Монолог двоих

На рубеже XIX и ХХ веков было сказано, что далеко зашедшие исследования мира вокруг нас не схватывают главного, что должно интересовать человека. Это главное — сам человек и его жизнь, ускользающая от научной логики и объективного взгляда.

Примерно тогда же, когда появилась философия жизни, иное звучание обрел человеческий документ — письма, дневники, воспоминания. Иначе стала восприниматься сама субъективность любого из подобных высказываний, ведь человек — субъект, к объективности он может только стремиться. То, что историки считали изъяном, в свете нового взгляда на вещи стало большой ценностью.

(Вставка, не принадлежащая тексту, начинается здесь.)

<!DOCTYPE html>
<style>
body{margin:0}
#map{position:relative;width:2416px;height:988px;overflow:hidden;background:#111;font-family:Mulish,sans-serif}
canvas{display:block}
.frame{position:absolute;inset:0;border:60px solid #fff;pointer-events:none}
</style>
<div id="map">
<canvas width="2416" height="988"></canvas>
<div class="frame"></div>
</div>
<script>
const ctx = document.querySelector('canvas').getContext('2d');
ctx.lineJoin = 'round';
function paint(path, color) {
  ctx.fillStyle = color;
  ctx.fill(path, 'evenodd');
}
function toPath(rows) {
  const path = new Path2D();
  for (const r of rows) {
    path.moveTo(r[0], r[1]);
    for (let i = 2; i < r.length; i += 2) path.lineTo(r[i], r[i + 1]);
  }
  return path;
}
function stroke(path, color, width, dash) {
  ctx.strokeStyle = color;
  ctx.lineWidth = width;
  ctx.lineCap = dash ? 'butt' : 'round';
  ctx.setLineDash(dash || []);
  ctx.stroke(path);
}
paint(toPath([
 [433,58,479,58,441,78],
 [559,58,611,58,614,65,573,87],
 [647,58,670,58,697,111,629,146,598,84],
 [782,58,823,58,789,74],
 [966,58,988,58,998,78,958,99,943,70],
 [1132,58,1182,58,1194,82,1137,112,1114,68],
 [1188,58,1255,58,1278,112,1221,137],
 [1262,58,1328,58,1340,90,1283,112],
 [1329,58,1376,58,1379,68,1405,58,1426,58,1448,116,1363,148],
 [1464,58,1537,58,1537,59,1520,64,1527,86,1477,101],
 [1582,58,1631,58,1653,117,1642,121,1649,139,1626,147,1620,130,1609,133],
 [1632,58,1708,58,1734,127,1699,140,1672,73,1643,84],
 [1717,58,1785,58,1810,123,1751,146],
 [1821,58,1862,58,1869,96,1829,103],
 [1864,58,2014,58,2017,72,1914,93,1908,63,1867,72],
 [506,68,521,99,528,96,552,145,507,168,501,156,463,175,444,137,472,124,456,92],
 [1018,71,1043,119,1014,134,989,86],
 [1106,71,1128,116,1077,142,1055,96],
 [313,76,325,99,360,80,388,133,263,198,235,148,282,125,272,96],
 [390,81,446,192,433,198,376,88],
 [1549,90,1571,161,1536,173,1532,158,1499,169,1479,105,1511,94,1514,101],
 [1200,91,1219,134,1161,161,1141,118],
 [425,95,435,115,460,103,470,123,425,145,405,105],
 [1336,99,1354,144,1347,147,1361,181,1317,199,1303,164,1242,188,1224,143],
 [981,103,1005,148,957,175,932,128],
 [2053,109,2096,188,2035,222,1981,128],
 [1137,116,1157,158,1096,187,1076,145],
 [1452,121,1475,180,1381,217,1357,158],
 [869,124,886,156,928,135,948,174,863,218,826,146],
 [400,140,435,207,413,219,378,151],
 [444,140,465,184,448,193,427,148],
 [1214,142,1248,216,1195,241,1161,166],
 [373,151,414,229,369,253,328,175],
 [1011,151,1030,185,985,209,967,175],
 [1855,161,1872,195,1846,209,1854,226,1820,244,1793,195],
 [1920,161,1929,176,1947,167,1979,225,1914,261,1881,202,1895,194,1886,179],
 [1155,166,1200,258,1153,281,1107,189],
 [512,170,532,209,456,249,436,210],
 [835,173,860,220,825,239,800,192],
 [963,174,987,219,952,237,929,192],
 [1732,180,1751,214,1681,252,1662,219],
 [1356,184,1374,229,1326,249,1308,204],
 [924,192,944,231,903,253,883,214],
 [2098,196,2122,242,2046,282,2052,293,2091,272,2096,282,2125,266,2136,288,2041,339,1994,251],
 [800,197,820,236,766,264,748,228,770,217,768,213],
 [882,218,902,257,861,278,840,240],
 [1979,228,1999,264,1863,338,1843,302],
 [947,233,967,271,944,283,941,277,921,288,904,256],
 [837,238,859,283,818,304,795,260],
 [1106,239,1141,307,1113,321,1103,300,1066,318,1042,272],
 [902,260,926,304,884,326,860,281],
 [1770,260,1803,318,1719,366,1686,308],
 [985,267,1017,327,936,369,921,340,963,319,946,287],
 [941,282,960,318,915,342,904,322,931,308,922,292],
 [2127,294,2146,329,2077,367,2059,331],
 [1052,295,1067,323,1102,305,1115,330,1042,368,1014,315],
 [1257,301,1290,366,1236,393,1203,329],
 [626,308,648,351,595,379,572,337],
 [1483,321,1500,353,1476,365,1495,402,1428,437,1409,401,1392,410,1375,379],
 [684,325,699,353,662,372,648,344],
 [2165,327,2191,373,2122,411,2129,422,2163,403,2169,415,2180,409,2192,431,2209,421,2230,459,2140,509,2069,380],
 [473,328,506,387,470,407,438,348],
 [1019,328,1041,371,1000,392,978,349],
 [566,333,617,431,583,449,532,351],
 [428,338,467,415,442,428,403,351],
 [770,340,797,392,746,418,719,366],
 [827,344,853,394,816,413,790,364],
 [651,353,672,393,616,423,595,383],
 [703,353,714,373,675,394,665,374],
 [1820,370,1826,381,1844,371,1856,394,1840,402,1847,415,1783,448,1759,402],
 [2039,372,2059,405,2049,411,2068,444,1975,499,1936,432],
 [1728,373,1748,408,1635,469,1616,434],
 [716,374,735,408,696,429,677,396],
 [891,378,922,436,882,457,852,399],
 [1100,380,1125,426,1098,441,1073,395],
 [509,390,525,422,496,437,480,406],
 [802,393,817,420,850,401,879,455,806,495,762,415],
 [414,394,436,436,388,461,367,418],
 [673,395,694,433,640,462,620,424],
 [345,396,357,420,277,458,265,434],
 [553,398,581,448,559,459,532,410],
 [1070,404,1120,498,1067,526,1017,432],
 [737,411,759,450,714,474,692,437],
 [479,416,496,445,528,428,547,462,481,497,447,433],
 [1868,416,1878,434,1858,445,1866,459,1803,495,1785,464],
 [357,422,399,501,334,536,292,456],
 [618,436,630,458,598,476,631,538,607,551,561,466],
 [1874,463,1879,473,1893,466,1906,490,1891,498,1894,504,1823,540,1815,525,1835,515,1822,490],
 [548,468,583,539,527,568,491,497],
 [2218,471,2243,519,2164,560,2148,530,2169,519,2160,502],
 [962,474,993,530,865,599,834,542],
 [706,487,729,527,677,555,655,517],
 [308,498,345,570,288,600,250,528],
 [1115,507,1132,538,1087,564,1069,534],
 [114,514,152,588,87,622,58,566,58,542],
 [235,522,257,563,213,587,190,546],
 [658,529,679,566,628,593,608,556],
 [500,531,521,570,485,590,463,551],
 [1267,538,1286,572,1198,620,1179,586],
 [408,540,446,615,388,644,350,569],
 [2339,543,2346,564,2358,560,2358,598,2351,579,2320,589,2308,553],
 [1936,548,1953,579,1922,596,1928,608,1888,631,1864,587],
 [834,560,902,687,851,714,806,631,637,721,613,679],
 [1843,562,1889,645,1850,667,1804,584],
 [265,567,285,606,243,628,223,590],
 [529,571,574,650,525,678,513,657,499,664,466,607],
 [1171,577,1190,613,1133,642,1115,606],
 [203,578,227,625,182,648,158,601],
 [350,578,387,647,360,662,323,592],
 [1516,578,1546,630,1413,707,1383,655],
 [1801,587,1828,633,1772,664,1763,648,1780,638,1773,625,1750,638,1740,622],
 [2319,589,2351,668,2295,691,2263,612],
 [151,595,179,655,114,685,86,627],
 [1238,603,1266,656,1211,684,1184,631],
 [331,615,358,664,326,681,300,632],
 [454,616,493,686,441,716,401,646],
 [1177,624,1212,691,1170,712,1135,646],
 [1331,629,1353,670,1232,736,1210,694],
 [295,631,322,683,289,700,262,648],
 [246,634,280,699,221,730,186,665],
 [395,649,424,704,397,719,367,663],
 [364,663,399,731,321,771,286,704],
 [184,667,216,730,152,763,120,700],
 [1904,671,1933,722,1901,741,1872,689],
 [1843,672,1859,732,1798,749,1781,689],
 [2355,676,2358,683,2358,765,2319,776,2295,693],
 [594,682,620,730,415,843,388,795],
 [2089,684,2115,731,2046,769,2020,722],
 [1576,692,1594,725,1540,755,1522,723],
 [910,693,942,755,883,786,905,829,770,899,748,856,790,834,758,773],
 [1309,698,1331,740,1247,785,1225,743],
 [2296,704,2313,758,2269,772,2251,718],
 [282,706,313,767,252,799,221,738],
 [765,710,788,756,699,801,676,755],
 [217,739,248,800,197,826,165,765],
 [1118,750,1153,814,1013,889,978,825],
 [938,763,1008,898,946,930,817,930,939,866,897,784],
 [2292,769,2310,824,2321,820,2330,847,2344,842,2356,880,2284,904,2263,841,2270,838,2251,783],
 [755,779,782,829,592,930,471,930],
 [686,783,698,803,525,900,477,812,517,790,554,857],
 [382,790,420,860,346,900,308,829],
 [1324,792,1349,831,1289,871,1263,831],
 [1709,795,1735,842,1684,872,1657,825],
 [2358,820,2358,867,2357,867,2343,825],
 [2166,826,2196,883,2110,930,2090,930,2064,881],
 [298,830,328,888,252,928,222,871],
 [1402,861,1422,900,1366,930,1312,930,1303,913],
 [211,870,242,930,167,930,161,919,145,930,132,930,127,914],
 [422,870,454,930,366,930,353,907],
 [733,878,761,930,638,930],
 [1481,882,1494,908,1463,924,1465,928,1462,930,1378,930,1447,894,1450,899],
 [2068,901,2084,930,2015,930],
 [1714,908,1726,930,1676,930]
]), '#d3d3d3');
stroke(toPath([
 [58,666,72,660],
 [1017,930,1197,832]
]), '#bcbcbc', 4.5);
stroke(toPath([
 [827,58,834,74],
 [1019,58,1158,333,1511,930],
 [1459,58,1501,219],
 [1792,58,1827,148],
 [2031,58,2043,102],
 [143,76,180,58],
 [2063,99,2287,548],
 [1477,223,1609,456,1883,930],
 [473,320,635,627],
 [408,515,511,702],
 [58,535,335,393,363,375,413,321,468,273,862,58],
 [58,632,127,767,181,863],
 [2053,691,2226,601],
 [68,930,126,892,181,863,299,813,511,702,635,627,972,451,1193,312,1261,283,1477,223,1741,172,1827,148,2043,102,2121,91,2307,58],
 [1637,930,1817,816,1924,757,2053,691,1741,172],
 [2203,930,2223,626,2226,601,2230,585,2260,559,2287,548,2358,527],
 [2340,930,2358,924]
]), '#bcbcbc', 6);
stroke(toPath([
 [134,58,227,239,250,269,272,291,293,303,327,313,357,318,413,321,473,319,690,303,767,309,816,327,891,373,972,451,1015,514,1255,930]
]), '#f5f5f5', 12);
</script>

Этому взгляду на вещи — чуть больше века. За это время мемуарно-автобиографическая литература выросла в целый корпус, давший больше литературе и наукам о человеке, чем истории с ее приматом объективности. Но и истории, которая, если разобраться, есть связное изложение фактов все теми же людьми, и может только стремиться к объективности, — есть что оттуда взять.

9 апреля 2012 года исполнилось 100 лет со дня рождения Льва Копелева, ученого-германиста, переводчика, правозащитника, во время Великой Отечественной войны признанного героем и не раз награжденного, а затем наказанного за «буржуазный гуманизм» и «сочувствие к противнику» десятилетним сроком.

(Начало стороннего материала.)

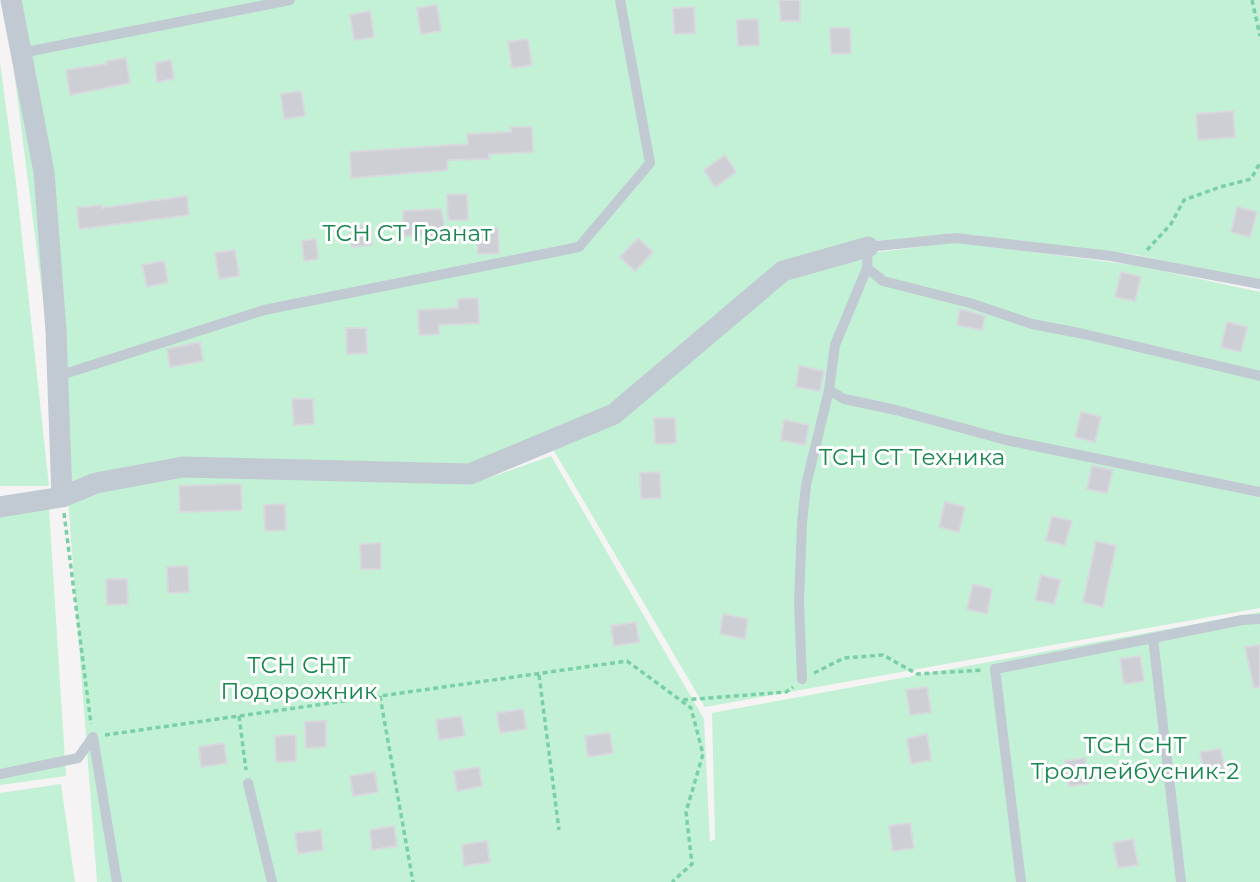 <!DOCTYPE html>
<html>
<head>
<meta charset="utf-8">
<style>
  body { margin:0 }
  canvas { display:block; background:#f5f3f3 }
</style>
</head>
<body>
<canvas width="1260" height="882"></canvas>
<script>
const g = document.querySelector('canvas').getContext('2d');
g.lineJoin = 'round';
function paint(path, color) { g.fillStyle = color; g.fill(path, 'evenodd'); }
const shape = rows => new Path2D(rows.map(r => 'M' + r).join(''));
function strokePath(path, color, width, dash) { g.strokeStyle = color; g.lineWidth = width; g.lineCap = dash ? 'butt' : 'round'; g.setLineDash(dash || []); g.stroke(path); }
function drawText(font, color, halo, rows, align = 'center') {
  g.font = font + ' Montserrat,sans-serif'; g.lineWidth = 6; g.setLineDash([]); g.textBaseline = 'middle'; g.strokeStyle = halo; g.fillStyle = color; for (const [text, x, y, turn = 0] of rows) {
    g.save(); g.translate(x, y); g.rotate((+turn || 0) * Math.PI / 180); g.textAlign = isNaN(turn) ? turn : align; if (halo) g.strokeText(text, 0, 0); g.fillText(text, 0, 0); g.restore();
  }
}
paint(shape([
  [5,0,1260,0,1260,282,1132,254,952,233,782,265,611,410,469,469,182,462,67,488],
  [0,62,16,182,49,486,0,486],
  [957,242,1140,266,1260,292,1260,608,705,707,553,449,783,279,864,254],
  [551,456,704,719,710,842,715,839,712,713,1260,612,1260,882,97,882,68,499,183,471,477,482],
  [49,509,66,776,0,785,0,510],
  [61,784,75,882,0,882,0,793]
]), '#c3f1d5');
const building = shape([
  [779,0,800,0,800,21,781,21,779,0],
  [437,5,441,31,421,34,417,8,437,5],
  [694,7,695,33,674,34,673,8,694,7],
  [370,11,374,37,354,40,350,15,370,11],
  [758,19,759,45,738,46,737,20,758,19],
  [830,28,850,28,851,53,831,54,830,28],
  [528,39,532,65,512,68,508,42,528,39],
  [126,58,130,83,70,95,66,70,107,64,106,61,126,58],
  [171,60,174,79,157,82,155,63,171,60],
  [301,91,305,116,284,119,281,94,301,91],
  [1233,111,1235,137,1198,140,1196,114,1233,111],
  [511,127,532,127,533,152,489,154,489,159,447,160,448,170,351,178,350,152,468,144,467,134,511,132,511,127],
  [725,155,736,172,715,187,704,170,725,155],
  [467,194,468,220,448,220,447,195,467,194],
  [187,196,189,215,79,229,77,208,102,205,102,208,187,196],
  [1237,207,1257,212,1250,237,1231,232,1237,207],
  [441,209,447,238,431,241,430,235,404,236,403,211,441,209],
  [370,225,372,245,352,247,350,227,370,225],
  [477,228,498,228,499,253,478,254,477,228],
  [638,238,653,252,635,271,620,257,638,238],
  [316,239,318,259,304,261,302,241,316,239],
  [235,250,239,276,219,279,215,253,235,250],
  [164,261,168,282,147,287,142,265,164,261],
  [1121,272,1141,277,1135,301,1115,297,1121,272],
  [478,298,479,323,439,325,439,334,419,335,418,310,458,308,458,299,478,298],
  [960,309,985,316,982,330,957,325,960,309],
  [1227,322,1247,327,1241,352,1221,347,1227,322],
  [346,328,366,328,367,353,347,354,346,328],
  [200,342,203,361,170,367,167,349,200,342],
  [799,366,824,371,820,391,796,387,799,366],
  [292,399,313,399,314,424,294,425,292,399],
  [1081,412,1101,417,1095,442,1075,437,1081,412],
  [654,418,675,418,676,443,655,444,654,418],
  [784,420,809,425,805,445,781,440,784,420],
  [1092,466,1113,470,1107,493,1087,489,1092,466],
  [660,472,661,498,641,499,640,473,660,472],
  [241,484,242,510,180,512,179,486,241,484],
  [945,502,965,507,959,532,939,527,945,502],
  [285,504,286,530,265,531,264,505,285,504],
  [1052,516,1072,521,1065,545,1046,541,1052,516],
  [1096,541,1116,546,1103,607,1083,602,1096,541],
  [381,543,381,569,361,569,360,544,381,543],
  [188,566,189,592,168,593,167,567,188,566],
  [1041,575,1061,580,1054,604,1035,600,1041,575],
  [106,579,127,579,128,604,107,605,106,579],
  [973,584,992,589,987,614,967,609,973,584],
  [723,614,748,619,745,639,720,634,723,614],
  [636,622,639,642,614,646,611,626,636,622],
  [1260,645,1260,687,1254,688,1245,647,1260,645],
  [1140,656,1144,681,1124,684,1120,659,1140,656],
  [927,687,931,712,910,715,906,690,927,687],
  [523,709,526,729,500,733,497,713,523,709],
  [461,716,465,736,439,740,436,720,461,716],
  [326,721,326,747,306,748,305,722,326,721],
  [610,733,613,753,588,757,585,736,610,733],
  [927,734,931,760,911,764,907,739,927,734],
  [296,735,296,761,276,762,275,736,296,735],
  [224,743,227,763,201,767,199,747,224,743],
  [1221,749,1225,774,1205,777,1200,752,1221,749],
  [1085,758,1089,784,1069,786,1065,761,1085,758],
  [479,767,482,786,457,791,454,771,479,767],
  [375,772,378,792,353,796,350,776,375,772],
  [910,823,914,848,893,851,889,826,910,823],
  [394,826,397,846,372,850,370,830,394,826],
  [321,830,323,850,298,854,295,833,321,830],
  [1133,839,1138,865,1118,868,1113,843,1133,839],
  [487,841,490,862,464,866,462,845,487,841]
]);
paint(building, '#cdcfd5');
strokePath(building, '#d7d9de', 2);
strokePath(shape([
  [1252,0,1260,36],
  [1147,250,1171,224,1184,200,1220,187,1251,179,1260,163],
  [64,513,91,724],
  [814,673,844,658,883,655,917,674,983,670],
  [539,675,559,830],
  [380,696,413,882],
  [683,700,786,692,793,687],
  [239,716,246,770],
  [105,735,627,661,691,708,703,754,686,812,692,864,672,882]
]), '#7ad0a6', 3.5, [5, 3.5]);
strokePath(shape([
  [21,53,290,0],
  [867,268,883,281,970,303,1032,324,1084,334,1260,376],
  [58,376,264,310,579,247,650,163,620,0],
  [829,390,844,399,896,410,1006,440,1260,492],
  [802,679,799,602,802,523,806,485,829,390,835,345,867,268,868,247,955,238,1111,256,1260,284],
  [93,737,117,882],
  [0,774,78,758,93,737],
  [248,783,272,882],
  [1021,882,995,669,1153,638],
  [1181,882,1153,638,1242,620,1260,619]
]), '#c1cad2', 10);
strokePath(shape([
  [11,0,44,172,56,331,62,497],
  [0,507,62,497,96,483,183,467,470,474,614,414,783,271,868,247]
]), '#c1cad2', 21);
drawText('23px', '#17864f', '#fff', [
  ["ТСН СТ Гранат",407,234],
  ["ТСН СТ Техника",912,458],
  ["ТСН СНТ",299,666],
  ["Подорожник",299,692],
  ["ТСН СНТ",1135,746],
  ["Троллейбусник-2",1135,772]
]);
</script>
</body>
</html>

В автобиографической трилогии «И сотворил себе кумира», «Хранить вечно», «Утоли моя печали» (Харьков: Права людини, 2010) он рассказал свою историю, а заодно и историю ХХ века из своей точки видения.

В 1980 году по приглашению Генриха Белля Копелев выехал в Германию вместе с женой Раисой Орловой для университетской работы вроде бы на год, но через два месяца супруги были лишены советского гражданства. В 1990-м гражданство Л. Копелеву было восстановлено, Раисе Орловой тоже — посмертно.

Последние семнадцать лет Лев Копелев жил в Кельне, занимаясь «Вуппертальским проектом» — исследованием связей русской и немецкой культур от средневековья до наших дней. Этот десятитомный проект, существующий пока только на немецком языке, научил немцев уважению к русской культуре. С 1999 года в Кельне работает Форум имени Льва Копелева, продолжающий его дело. А на Украине, где Копелев родился, Харьковская правозащитная группа при поддержке Фонда имени Генриха Бёлля издает его книги.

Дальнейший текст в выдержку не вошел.